About this task: Pull every line of the entries that has the word "xChannelSelector".

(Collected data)
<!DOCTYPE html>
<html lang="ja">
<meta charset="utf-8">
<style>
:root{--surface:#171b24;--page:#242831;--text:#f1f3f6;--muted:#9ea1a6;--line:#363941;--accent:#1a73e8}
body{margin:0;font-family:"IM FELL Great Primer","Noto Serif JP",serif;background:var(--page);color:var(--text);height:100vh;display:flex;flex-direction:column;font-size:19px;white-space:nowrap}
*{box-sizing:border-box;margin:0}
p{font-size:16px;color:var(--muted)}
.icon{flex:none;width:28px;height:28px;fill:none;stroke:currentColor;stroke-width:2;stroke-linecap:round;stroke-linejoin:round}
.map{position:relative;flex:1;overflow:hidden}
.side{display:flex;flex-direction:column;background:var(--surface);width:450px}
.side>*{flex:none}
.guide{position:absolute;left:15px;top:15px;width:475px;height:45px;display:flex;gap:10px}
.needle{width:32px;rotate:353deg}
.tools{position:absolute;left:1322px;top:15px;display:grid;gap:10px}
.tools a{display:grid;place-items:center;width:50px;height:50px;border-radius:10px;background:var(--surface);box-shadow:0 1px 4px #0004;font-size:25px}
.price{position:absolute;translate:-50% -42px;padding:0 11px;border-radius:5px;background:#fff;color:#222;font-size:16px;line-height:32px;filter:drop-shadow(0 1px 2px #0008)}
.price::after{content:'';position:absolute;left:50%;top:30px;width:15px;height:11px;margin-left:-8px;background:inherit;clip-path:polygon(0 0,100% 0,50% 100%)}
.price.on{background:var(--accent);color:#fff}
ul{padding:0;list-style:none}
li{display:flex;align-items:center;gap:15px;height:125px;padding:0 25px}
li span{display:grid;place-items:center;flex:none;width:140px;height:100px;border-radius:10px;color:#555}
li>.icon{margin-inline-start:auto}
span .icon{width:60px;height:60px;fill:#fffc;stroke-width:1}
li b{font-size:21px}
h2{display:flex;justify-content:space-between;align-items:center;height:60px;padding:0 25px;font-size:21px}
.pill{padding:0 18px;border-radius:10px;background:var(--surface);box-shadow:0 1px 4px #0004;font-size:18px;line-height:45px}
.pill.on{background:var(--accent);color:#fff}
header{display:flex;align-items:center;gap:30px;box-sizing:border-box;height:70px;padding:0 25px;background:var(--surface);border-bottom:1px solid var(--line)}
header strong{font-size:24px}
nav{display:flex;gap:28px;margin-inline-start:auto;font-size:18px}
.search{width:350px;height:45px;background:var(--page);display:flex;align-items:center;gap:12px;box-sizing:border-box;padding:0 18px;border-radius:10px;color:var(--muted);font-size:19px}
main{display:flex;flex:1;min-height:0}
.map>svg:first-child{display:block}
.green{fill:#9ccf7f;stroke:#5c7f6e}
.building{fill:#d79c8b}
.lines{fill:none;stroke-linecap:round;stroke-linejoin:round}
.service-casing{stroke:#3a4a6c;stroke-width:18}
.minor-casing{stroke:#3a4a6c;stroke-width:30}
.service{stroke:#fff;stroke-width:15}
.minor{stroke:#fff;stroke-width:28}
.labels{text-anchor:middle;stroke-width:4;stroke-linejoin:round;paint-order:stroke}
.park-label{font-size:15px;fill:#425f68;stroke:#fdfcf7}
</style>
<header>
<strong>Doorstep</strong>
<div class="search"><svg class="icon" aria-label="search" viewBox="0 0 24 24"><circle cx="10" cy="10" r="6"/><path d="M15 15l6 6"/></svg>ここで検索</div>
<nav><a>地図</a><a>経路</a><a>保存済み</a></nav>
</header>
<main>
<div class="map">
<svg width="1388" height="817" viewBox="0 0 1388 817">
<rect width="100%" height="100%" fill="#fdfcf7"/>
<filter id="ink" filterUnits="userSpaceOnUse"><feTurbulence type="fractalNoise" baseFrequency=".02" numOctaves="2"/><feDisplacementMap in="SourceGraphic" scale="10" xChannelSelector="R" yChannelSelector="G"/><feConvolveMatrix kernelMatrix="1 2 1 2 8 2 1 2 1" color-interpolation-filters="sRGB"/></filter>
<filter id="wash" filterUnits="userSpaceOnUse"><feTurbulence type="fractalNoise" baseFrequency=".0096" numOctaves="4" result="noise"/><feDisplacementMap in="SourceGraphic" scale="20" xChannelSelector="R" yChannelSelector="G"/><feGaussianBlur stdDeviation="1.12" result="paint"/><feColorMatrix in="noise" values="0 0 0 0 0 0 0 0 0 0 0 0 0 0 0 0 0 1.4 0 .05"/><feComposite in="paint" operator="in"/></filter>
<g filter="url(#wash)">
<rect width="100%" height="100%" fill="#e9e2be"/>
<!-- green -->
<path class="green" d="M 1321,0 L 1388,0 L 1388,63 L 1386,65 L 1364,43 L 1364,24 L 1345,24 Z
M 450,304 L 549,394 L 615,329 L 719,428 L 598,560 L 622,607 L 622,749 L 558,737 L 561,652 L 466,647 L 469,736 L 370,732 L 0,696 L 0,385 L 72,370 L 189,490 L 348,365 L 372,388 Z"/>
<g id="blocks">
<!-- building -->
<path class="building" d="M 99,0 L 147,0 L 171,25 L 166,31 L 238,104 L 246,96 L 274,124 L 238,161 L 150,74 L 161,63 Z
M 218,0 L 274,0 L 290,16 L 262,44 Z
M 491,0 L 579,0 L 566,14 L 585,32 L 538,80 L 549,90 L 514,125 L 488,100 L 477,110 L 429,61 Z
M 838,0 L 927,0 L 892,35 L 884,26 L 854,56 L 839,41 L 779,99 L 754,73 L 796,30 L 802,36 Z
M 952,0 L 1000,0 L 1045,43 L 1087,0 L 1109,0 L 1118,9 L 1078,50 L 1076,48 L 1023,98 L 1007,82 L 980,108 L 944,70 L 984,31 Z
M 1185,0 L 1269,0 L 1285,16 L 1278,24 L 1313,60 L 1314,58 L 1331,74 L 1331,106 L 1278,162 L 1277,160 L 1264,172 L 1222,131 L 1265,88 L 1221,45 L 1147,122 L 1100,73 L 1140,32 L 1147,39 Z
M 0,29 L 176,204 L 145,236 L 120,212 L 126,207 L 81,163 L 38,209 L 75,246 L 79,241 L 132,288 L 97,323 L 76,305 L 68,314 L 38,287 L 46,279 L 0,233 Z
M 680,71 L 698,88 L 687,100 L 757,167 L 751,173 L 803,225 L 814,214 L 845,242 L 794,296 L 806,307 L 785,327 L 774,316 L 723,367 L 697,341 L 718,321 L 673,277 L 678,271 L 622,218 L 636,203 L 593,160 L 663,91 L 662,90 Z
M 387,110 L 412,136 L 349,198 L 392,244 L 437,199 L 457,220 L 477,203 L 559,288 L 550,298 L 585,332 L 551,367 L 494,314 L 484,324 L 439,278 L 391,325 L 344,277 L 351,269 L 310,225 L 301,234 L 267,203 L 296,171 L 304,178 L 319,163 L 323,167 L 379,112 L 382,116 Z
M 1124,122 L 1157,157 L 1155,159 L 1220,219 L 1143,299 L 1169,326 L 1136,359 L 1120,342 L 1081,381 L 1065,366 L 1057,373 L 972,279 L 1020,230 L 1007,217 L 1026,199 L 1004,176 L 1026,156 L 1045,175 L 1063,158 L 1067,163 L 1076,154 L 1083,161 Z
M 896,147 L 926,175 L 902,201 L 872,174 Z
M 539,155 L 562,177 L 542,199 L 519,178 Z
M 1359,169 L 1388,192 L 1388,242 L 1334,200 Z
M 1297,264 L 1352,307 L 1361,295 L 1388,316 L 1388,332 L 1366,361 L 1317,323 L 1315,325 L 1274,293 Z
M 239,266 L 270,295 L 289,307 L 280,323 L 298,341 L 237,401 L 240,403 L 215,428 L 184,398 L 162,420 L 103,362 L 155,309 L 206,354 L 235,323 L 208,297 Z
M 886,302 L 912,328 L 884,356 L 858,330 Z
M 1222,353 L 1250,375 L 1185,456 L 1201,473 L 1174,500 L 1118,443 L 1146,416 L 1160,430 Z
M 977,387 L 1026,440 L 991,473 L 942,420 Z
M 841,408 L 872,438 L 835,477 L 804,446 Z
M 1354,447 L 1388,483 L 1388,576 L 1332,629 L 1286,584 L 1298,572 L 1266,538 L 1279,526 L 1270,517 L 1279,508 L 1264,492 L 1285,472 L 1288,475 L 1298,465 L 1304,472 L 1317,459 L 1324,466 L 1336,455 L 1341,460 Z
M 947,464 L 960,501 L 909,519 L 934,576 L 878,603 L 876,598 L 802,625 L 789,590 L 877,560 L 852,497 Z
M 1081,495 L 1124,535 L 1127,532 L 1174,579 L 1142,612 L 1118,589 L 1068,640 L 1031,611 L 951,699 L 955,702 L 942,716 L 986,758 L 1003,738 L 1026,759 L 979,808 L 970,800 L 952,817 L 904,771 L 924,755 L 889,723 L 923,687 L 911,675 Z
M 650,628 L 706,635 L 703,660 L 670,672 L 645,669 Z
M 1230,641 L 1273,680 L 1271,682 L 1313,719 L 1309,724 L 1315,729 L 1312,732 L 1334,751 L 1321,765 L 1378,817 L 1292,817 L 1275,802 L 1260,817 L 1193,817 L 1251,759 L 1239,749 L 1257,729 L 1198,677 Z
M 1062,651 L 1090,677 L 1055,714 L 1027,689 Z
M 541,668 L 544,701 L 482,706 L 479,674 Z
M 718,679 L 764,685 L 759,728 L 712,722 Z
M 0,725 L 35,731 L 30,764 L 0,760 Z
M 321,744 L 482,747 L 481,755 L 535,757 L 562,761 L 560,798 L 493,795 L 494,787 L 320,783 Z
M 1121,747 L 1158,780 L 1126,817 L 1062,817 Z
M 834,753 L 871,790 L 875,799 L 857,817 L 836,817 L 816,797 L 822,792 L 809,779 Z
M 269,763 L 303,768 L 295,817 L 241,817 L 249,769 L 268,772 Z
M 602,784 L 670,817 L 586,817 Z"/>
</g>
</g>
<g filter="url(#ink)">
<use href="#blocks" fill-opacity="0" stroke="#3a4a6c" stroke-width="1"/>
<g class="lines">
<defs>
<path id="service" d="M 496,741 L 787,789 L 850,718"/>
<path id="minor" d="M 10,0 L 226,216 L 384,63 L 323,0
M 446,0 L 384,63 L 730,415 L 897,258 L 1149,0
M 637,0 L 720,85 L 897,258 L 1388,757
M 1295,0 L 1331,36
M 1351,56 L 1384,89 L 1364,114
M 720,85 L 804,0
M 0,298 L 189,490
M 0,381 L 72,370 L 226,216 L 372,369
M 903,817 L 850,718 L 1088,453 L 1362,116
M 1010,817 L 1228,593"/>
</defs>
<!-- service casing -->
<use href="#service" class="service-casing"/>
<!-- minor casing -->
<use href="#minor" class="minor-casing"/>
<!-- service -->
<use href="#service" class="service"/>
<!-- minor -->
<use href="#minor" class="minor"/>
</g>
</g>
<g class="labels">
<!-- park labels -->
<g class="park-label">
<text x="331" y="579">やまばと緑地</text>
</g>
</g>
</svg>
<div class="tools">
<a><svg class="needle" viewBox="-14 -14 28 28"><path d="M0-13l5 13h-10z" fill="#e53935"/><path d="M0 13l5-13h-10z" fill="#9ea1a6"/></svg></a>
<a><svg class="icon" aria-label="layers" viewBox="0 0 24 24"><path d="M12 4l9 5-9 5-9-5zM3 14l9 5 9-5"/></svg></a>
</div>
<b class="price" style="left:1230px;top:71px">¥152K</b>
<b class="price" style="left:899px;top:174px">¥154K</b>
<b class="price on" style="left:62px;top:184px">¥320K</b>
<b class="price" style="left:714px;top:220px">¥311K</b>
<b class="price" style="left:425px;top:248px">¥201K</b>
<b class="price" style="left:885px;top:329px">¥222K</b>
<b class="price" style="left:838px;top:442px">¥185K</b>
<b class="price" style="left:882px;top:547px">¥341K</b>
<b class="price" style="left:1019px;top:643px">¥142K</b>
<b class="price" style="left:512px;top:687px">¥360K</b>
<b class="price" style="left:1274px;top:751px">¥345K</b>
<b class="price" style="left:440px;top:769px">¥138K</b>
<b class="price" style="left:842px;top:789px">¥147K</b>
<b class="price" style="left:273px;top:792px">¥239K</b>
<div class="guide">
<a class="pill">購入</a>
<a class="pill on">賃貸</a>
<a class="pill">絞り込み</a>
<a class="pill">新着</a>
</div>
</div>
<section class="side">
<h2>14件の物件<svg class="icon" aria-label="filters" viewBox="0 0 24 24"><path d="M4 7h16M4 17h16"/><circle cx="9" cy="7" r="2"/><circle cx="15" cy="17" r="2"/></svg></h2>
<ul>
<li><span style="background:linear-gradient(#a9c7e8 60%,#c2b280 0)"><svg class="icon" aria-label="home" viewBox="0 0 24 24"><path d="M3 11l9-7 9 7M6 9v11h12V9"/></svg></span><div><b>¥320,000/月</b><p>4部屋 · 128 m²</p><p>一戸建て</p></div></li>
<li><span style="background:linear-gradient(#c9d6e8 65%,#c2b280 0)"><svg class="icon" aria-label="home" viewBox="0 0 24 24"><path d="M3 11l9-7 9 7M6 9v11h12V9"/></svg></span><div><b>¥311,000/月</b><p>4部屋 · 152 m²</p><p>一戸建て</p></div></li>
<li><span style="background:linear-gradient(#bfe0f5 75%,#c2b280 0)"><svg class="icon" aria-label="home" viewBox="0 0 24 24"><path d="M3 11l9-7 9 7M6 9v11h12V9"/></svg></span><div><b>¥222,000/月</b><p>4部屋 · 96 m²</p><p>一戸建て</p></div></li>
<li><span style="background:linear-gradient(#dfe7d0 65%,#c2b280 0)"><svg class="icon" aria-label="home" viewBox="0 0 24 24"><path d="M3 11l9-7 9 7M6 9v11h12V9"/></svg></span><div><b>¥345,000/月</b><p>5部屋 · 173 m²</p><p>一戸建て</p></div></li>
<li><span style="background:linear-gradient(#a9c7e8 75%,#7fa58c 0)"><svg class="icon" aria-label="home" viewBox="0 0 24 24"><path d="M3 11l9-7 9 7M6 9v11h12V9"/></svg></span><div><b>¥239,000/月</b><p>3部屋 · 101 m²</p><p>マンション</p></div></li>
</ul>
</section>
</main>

Exercise response:
<filter id="ink" filterUnits="userSpaceOnUse"><feTurbulence type="fractalNoise" baseFrequency=".02" numOctaves="2"/><feDisplacementMap in="SourceGraphic" scale="10" xChannelSelector="R" yChannelSelector="G"/><feConvolveMatrix kernelMatrix="1 2 1 2 8 2 1 2 1" color-interpolation-filters="sRGB"/></filter>
<filter id="wash" filterUnits="userSpaceOnUse"><feTurbulence type="fractalNoise" baseFrequency=".0096" numOctaves="4" result="noise"/><feDisplacementMap in="SourceGraphic" scale="20" xChannelSelector="R" yChannelSelector="G"/><feGaussianBlur stdDeviation="1.12" result="paint"/><feColorMatrix in="noise" values="0 0 0 0 0 0 0 0 0 0 0 0 0 0 0 0 0 1.4 0 .05"/><feComposite in="paint" operator="in"/></filter>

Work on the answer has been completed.